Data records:
--------------------
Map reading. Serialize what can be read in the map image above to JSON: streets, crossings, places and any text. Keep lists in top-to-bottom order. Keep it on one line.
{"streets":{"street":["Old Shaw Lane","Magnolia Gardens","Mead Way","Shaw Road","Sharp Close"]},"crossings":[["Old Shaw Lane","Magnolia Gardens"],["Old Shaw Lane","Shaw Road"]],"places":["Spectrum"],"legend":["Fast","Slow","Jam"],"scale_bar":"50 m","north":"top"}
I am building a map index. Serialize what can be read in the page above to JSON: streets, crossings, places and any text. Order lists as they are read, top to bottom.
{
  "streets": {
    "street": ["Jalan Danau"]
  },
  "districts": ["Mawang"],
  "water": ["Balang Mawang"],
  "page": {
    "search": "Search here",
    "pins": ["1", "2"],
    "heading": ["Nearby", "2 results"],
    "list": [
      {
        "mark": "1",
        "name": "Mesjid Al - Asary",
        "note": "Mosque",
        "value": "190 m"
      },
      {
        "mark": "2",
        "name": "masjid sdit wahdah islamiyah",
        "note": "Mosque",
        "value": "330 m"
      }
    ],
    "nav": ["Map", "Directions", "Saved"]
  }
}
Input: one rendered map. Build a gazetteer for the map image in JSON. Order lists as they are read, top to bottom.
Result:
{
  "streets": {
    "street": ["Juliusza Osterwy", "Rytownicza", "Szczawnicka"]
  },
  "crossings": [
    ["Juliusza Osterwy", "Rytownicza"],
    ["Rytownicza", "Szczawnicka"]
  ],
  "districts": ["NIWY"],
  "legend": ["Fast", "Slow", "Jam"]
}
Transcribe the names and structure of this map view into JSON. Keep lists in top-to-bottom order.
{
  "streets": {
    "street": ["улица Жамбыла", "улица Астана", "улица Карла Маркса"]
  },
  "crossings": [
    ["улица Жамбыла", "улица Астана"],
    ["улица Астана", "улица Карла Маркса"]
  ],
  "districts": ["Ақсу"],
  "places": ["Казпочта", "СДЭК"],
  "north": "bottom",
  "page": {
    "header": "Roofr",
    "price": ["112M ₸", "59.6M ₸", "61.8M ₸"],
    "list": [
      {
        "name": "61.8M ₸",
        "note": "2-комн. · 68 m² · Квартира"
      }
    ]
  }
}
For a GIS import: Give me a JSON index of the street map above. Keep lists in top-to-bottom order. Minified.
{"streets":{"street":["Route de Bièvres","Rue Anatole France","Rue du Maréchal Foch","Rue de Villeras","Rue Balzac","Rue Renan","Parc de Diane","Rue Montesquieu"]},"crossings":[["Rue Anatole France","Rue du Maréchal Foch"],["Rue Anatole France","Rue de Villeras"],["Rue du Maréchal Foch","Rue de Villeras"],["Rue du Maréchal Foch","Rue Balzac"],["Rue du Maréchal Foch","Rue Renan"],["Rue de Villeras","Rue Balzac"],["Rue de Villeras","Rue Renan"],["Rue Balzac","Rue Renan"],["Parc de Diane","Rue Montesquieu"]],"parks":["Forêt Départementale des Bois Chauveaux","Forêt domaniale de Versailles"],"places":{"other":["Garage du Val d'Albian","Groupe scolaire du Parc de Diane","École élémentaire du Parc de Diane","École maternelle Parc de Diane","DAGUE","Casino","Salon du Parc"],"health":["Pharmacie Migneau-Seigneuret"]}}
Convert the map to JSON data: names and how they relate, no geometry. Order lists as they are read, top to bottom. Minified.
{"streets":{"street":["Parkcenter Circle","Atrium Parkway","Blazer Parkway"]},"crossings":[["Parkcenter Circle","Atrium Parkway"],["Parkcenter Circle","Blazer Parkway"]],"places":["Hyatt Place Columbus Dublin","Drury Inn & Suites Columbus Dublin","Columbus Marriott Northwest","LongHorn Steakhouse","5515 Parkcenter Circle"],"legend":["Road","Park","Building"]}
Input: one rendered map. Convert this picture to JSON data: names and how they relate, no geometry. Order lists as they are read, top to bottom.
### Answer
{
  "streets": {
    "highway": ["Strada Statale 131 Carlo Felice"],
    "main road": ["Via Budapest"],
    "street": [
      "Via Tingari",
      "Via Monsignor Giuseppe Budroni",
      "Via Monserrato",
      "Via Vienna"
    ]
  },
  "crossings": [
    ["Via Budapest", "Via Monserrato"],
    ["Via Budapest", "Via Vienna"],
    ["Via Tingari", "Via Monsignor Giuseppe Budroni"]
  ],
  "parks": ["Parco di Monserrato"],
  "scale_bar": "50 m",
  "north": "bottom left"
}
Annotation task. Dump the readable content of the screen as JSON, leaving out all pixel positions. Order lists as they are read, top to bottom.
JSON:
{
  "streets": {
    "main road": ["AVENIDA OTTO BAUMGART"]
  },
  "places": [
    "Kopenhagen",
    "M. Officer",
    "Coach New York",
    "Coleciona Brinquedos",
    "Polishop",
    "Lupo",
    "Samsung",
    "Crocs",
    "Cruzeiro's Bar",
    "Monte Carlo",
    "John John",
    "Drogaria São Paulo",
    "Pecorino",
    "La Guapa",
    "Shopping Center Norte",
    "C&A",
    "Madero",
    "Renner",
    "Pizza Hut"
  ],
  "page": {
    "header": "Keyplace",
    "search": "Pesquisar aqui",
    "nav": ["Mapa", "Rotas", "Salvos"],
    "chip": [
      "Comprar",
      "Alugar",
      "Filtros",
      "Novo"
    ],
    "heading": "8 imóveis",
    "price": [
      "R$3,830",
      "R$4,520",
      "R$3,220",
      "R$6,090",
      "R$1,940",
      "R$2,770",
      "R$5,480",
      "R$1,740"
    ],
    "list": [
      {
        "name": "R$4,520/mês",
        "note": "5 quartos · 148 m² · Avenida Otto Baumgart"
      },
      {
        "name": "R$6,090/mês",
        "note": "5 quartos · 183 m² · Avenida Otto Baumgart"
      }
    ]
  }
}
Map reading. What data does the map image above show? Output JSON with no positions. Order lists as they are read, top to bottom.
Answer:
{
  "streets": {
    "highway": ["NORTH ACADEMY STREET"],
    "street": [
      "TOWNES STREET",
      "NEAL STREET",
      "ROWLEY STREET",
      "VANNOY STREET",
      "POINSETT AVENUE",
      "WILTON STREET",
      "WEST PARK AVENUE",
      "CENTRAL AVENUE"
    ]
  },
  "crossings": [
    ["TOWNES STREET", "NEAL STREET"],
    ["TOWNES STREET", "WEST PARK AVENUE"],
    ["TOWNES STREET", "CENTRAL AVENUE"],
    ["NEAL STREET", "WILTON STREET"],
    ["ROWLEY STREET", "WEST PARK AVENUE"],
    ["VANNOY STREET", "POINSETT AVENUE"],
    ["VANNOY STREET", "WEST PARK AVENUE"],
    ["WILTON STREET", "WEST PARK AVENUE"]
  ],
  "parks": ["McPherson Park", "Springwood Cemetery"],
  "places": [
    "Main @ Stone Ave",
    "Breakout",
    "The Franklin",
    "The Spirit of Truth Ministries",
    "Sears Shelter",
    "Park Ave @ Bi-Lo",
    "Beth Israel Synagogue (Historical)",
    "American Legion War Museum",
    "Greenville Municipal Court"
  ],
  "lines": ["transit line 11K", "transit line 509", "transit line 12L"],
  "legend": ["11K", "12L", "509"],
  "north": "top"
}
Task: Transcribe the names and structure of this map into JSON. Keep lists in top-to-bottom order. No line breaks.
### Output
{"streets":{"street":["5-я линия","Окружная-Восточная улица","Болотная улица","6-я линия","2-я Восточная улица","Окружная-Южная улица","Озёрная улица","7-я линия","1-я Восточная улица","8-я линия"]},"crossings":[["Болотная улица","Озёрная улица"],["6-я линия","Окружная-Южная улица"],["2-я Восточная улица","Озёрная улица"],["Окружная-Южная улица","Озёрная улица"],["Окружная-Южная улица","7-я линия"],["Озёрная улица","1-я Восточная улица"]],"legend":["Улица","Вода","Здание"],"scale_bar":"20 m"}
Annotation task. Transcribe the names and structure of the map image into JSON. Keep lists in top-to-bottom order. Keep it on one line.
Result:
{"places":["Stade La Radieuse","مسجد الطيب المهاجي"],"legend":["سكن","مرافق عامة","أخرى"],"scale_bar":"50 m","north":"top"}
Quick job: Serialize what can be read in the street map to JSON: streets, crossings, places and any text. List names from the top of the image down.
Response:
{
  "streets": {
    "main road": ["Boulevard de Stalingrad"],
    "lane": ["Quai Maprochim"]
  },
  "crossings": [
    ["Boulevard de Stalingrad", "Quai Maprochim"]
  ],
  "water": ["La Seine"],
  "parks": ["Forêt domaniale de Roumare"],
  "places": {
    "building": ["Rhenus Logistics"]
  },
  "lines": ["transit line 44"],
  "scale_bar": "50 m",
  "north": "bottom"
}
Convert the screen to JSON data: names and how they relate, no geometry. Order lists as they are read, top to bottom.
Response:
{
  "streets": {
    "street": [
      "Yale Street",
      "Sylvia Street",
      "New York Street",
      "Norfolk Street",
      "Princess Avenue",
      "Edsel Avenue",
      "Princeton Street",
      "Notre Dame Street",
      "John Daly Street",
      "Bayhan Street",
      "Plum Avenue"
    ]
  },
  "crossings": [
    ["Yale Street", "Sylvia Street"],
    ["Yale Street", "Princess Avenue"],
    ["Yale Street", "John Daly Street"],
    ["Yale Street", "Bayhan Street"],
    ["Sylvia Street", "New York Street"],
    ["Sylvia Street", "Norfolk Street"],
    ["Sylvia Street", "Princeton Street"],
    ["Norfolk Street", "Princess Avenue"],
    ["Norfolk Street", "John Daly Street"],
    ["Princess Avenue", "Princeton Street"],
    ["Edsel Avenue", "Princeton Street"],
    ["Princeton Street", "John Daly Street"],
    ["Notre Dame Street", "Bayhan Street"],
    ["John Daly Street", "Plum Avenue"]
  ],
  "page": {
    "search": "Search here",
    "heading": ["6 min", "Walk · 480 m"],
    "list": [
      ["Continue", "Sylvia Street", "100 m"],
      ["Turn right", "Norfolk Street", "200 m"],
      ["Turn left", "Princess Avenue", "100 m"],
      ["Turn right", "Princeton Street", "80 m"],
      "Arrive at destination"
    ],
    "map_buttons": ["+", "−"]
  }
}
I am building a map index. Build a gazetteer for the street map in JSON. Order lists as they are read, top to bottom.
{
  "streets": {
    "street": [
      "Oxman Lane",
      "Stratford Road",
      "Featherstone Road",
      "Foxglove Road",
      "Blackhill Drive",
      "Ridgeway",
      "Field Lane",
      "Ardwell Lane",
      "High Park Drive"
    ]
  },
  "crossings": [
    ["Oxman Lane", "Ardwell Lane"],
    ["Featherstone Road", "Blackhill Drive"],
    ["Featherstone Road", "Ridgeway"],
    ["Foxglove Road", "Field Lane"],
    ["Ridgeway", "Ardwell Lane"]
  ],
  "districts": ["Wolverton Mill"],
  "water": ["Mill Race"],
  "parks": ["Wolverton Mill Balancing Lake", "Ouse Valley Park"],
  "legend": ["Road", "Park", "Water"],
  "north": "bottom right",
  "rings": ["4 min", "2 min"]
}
--------------------
→ **DIRECTIONS**
In the records above, locate each line with the word "Annotation". Copy all such lines.

→ **REPLY TO THE EXERCISE**
Annotation task. Dump the readable content of the screen as JSON, leaving out all pixel positions. Order lists as they are read, top to bottom.
Annotation task. Transcribe the names and structure of the map image into JSON. Keep lists in top-to-bottom order. Keep it on one line.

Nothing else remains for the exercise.